KANT STANDS at one of the great dividing points in the history of ethics. For perhaps the majority of later philosophical writers, including many who are self-consciously antiKantian, ethics is defined as a subject in Kantian terms. For many who have never heard of philosophy, let alone of Kant, morality is roughly what Kant said it was. Why this is so can only be suggested when what Kant said has been understood. But at the outset we have to note one very general point about Kant. He was in one sense both a typical and supreme representative of the Enlightenment; typical because of his belief in the power of courageous reasoning and in the effectiveness of the reform of institutions (when all states are republics there will be no more war); supreme because in what he thought he either solved the recurrent problems of the Enlightenment or reformulated them in a much more fruitful way.

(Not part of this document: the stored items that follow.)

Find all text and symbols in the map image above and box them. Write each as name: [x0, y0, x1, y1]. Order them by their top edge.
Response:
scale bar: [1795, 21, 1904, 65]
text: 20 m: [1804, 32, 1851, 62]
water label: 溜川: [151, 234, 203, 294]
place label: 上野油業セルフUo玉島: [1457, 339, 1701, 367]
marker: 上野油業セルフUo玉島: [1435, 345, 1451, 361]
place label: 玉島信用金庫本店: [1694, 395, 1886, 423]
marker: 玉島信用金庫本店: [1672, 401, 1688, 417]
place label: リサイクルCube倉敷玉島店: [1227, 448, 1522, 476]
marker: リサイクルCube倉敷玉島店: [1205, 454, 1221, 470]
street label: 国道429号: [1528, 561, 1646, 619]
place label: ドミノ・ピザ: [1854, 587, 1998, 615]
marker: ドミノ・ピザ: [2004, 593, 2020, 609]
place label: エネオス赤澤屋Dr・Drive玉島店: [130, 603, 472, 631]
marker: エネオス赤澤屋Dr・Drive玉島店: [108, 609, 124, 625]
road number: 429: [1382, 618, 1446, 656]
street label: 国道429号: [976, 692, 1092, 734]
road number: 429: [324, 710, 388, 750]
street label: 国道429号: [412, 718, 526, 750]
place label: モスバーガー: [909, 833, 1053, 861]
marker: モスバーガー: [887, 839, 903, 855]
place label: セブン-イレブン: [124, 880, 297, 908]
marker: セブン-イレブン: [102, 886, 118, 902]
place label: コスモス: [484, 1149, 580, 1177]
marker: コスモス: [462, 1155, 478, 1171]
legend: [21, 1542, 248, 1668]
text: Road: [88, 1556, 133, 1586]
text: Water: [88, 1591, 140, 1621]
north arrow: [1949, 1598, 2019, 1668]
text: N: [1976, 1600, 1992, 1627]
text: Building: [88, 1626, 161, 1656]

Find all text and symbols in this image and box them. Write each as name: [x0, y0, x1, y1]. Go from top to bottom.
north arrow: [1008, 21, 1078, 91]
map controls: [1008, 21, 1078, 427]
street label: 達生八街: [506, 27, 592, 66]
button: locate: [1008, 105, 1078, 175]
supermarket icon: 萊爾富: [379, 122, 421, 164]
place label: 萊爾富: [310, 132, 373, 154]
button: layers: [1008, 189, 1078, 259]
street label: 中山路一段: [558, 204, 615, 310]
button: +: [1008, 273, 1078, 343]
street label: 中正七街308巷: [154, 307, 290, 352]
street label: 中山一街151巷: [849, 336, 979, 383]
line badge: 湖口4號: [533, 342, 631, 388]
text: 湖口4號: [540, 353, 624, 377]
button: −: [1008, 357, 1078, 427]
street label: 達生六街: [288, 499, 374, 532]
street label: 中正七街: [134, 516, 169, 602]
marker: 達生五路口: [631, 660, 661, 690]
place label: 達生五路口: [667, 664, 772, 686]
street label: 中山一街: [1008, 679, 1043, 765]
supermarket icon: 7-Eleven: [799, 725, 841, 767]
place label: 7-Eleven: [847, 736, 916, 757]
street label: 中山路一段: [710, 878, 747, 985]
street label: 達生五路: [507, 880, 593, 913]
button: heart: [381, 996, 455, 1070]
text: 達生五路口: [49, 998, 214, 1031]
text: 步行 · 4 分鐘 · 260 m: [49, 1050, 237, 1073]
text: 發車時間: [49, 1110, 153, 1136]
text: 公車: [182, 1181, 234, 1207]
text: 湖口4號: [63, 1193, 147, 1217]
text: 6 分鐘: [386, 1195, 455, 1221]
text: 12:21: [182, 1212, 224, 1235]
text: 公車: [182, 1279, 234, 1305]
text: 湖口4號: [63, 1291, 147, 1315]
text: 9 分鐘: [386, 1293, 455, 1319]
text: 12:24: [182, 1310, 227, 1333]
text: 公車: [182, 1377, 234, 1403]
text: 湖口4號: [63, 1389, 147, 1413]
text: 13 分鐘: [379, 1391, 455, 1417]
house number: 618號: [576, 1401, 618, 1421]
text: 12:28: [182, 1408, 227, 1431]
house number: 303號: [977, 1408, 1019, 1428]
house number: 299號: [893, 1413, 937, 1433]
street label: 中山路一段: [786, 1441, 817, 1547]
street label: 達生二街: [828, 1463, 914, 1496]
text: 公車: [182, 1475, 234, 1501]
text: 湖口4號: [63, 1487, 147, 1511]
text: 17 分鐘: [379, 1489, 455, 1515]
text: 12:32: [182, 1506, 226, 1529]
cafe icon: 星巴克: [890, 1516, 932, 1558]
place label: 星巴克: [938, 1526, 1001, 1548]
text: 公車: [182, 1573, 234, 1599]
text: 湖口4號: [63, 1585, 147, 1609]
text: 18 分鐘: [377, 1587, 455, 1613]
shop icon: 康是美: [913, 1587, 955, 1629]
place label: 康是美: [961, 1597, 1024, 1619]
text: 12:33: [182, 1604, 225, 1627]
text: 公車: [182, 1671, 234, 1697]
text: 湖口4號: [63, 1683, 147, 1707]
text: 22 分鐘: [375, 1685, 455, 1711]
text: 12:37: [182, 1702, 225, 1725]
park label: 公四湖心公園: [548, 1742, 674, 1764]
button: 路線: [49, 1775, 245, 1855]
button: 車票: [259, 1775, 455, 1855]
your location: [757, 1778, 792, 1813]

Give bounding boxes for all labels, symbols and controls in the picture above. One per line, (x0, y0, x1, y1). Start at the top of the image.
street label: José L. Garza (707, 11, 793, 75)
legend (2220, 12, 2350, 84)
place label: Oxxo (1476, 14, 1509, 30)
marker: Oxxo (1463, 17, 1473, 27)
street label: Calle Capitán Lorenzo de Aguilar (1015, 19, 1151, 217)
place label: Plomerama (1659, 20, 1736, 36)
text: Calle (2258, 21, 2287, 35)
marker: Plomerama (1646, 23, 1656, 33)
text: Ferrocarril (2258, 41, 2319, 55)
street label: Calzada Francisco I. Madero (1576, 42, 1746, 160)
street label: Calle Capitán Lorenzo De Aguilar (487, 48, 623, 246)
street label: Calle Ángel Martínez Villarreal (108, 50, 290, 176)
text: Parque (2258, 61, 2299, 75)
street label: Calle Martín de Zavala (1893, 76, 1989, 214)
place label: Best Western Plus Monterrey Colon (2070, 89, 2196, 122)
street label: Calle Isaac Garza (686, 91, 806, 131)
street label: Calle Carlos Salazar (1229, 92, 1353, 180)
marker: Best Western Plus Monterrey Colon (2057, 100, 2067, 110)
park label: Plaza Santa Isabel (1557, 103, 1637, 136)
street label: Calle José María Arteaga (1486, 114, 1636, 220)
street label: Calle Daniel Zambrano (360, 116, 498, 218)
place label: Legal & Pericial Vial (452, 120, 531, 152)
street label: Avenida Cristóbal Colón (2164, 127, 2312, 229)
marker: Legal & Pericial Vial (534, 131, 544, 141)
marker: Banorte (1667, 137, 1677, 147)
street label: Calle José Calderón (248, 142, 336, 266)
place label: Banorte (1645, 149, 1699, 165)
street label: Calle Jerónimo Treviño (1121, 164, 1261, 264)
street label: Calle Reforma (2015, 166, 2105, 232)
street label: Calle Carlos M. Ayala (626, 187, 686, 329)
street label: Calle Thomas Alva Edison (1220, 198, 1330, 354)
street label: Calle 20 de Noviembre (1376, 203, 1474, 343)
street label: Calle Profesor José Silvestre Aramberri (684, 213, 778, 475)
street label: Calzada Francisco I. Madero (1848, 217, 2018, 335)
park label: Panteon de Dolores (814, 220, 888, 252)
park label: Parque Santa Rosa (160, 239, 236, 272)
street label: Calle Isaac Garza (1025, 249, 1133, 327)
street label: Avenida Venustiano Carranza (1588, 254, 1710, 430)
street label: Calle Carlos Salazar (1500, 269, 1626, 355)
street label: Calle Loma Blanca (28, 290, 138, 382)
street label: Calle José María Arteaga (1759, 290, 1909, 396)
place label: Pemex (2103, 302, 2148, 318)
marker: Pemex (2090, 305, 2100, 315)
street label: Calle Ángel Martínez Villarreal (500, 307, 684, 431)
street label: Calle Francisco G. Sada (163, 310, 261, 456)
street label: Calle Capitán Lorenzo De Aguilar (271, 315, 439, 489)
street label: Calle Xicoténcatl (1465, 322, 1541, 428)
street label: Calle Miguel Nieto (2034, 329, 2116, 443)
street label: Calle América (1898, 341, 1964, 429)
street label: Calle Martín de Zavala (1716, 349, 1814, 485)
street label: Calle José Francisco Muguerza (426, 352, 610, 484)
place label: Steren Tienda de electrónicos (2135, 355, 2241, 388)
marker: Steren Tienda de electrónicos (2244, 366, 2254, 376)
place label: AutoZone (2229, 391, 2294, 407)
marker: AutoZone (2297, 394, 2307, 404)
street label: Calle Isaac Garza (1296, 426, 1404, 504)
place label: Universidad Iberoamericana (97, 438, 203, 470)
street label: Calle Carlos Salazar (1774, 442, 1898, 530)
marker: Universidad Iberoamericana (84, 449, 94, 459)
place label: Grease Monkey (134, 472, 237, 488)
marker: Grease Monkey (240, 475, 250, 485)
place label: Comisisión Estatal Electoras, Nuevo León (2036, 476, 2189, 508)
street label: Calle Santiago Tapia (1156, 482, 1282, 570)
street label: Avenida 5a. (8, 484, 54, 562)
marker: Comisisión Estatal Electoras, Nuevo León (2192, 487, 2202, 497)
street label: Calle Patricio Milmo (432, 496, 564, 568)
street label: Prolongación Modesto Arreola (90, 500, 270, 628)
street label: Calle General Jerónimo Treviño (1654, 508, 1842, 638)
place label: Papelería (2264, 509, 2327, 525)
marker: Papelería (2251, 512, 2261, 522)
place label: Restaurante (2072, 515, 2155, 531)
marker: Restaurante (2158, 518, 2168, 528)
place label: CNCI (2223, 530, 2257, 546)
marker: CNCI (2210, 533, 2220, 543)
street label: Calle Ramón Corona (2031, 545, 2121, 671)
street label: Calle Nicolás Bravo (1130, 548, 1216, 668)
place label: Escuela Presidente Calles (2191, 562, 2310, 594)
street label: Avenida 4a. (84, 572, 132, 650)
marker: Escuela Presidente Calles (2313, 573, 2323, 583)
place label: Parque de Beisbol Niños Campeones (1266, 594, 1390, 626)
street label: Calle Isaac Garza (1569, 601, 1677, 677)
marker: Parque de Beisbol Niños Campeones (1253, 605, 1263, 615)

The greatest example of this is his synthesis of those two idols of the Enlightenment, Newton’s physics and the empiricism of Helvétius and Hume, in the Critique of Pure Reason. The empiricists had argued that we have rational grounds for belief in nothing beyond what our senses have already encountered; Newton’s physics offered us laws applicable to all events in space and time. How to reconcile them? We can, Kant argues, be assured a priori that all our experience will turn out to be law governed and to be law governed after the manner of Newtonian causality, not because of the character of the external world, but because of the character of the concepts through which we grasp that world. Experience is not a mere passive reception of impressions; it is the active grasping and comprehension of perceptions, and without the concepts and categories by means of which we order and understand perceptions, it would be formless and meaningless. “Concepts without perceptions are empty; perceptions without concepts are blind.”